• What to do: Output exactly, in the material below, the lines from the one with "Annotation task. Serialize" through the one with "Parse this map: labels, road". Omit all pictures.

• Data provided:
--- START ---

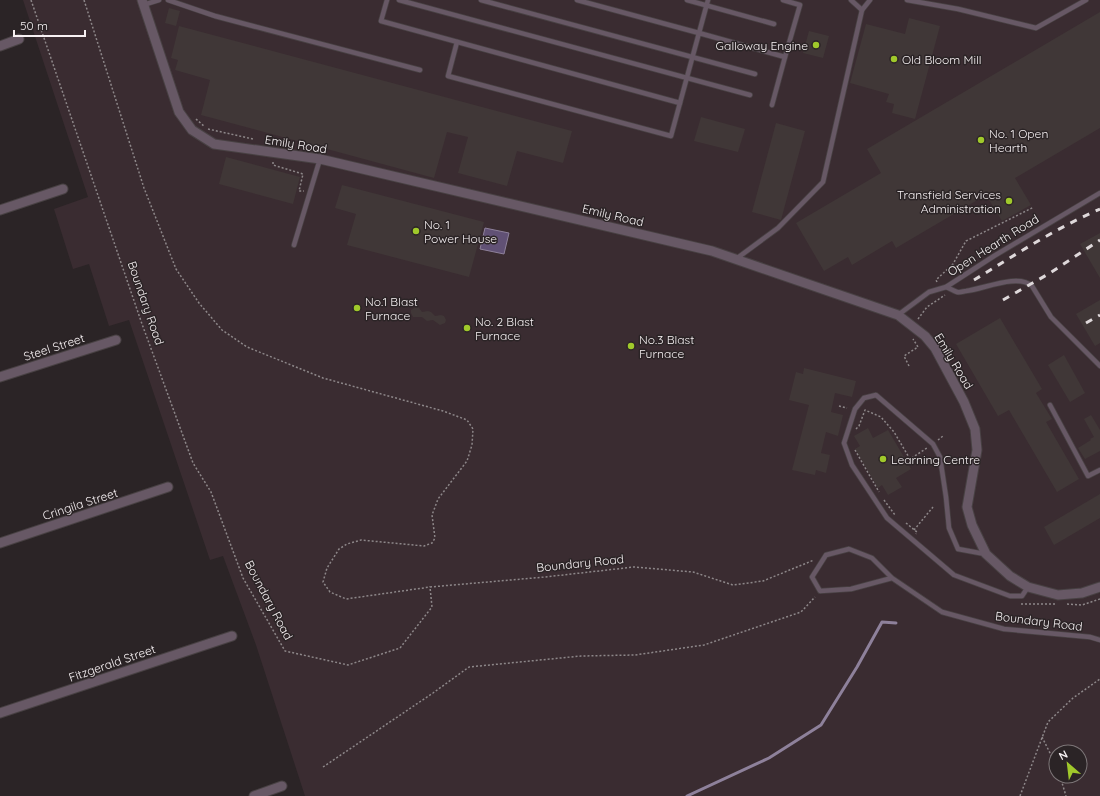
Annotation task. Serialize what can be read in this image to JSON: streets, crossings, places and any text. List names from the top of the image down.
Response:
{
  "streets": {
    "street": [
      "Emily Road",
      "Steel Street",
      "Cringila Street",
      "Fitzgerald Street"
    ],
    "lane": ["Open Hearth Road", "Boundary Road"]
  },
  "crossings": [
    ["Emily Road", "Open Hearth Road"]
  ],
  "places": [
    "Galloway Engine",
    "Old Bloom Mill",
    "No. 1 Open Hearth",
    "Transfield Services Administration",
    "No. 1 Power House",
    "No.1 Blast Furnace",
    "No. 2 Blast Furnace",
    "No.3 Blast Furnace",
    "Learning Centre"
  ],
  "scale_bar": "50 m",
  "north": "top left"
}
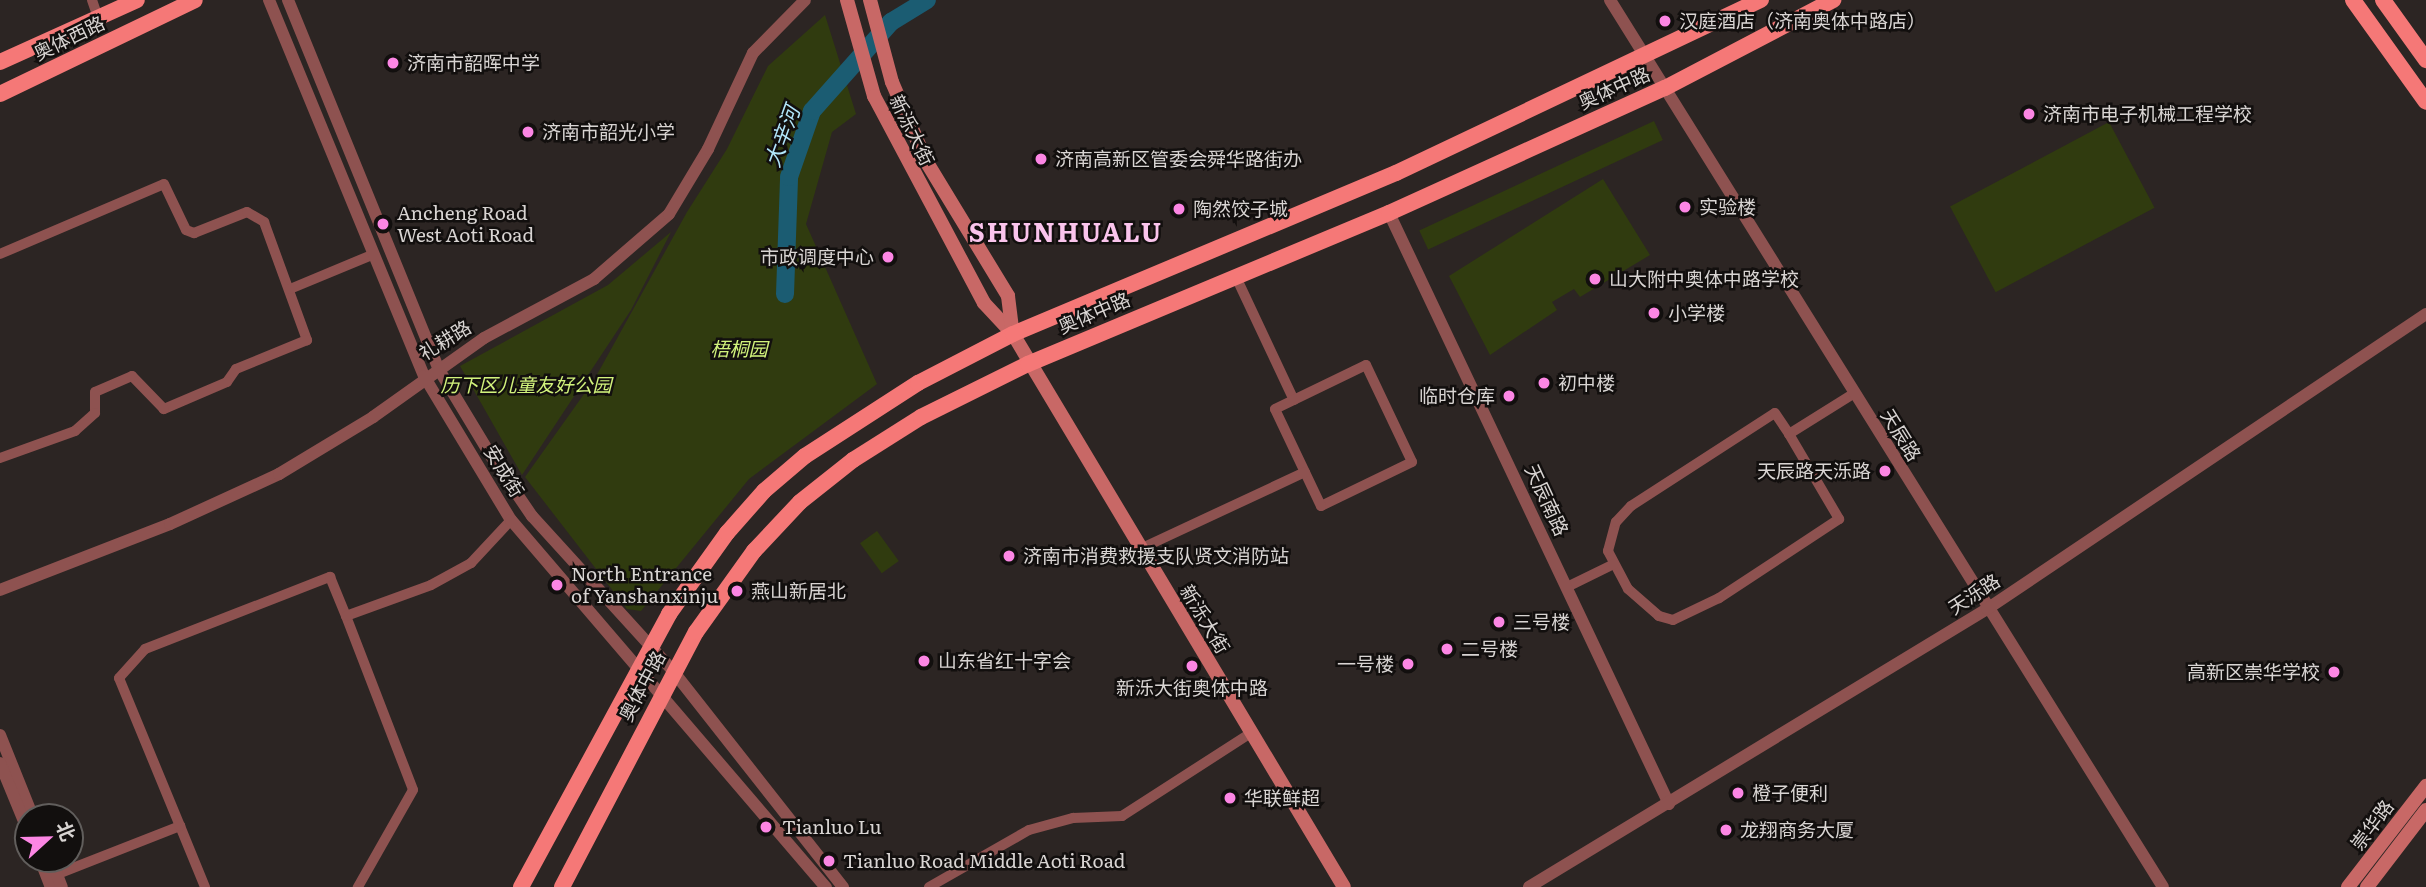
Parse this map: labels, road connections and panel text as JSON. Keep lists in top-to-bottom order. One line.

--- END ---
--- START ---

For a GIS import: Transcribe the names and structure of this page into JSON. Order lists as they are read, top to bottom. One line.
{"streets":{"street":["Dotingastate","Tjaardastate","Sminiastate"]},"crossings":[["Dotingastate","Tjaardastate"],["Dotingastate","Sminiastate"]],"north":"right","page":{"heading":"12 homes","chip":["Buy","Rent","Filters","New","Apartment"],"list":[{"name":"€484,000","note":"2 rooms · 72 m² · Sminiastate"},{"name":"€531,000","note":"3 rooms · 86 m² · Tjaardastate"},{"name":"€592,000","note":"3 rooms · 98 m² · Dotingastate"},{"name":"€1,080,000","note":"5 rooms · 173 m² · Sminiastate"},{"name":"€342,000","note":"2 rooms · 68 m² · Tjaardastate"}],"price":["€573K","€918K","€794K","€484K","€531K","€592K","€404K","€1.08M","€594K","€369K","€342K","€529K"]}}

--- END ---
--- START ---

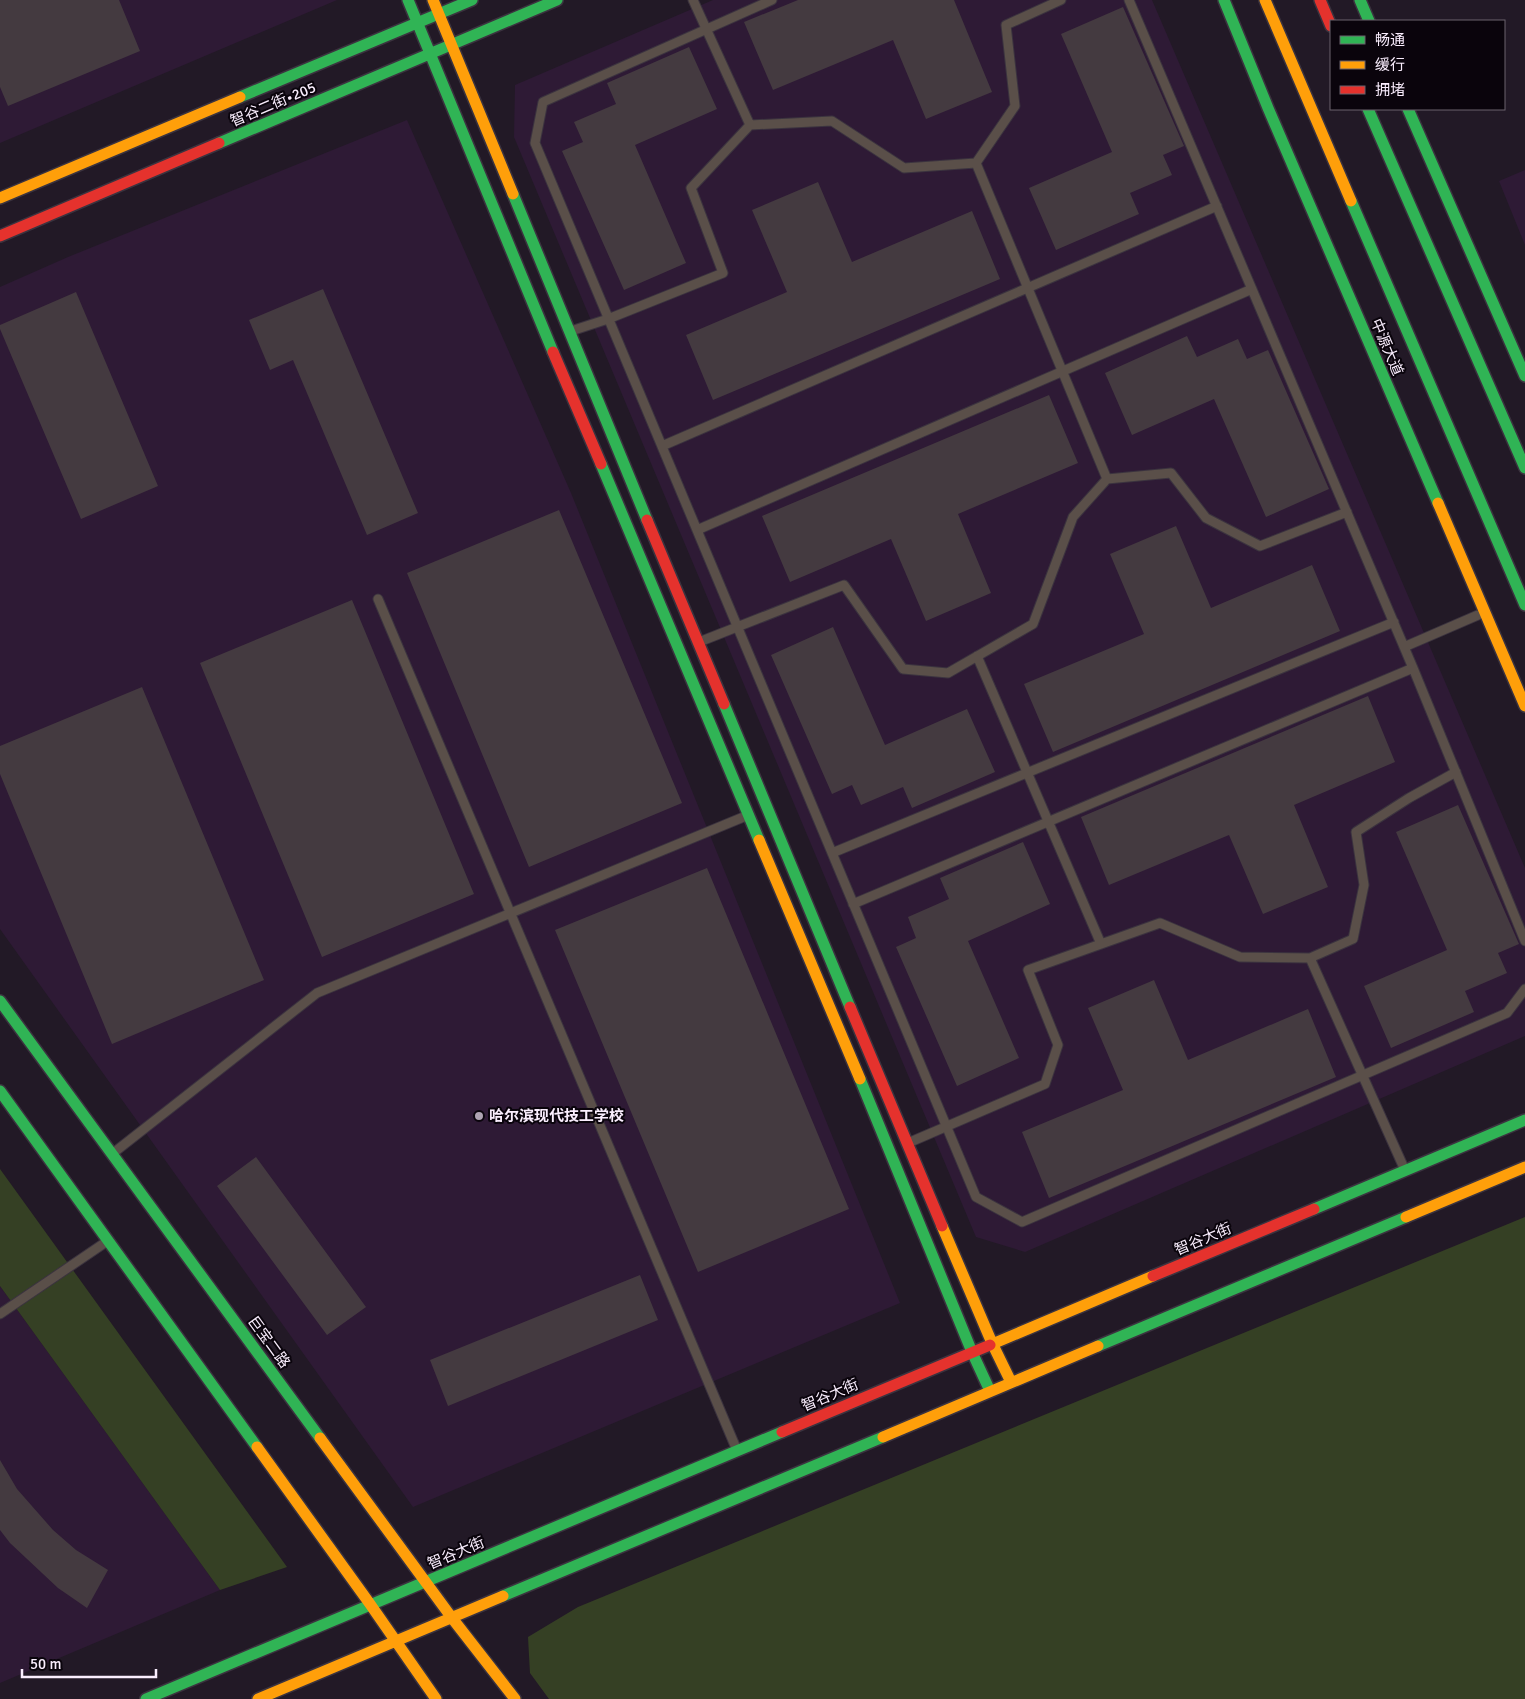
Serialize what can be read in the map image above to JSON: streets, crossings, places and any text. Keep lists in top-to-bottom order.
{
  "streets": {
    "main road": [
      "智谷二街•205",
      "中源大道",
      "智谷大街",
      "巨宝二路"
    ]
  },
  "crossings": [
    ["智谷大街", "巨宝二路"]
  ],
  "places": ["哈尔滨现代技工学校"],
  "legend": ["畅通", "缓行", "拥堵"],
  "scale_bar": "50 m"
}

--- END ---

• Exercise response:
Annotation task. Serialize what can be read in this image to JSON: streets, crossings, places and any text. List names from the top of the image down.
Response:
{
  "streets": {
    "street": [
      "Emily Road",
      "Steel Street",
      "Cringila Street",
      "Fitzgerald Street"
    ],
    "lane": ["Open Hearth Road", "Boundary Road"]
  },
  "crossings": [
    ["Emily Road", "Open Hearth Road"]
  ],
  "places": [
    "Galloway Engine",
    "Old Bloom Mill",
    "No. 1 Open Hearth",
    "Transfield Services Administration",
    "No. 1 Power House",
    "No.1 Blast Furnace",
    "No. 2 Blast Furnace",
    "No.3 Blast Furnace",
    "Learning Centre"
  ],
  "scale_bar": "50 m",
  "north": "top left"
}
Parse this map: labels, road connections and panel text as JSON. Keep lists in top-to-bottom order. One line.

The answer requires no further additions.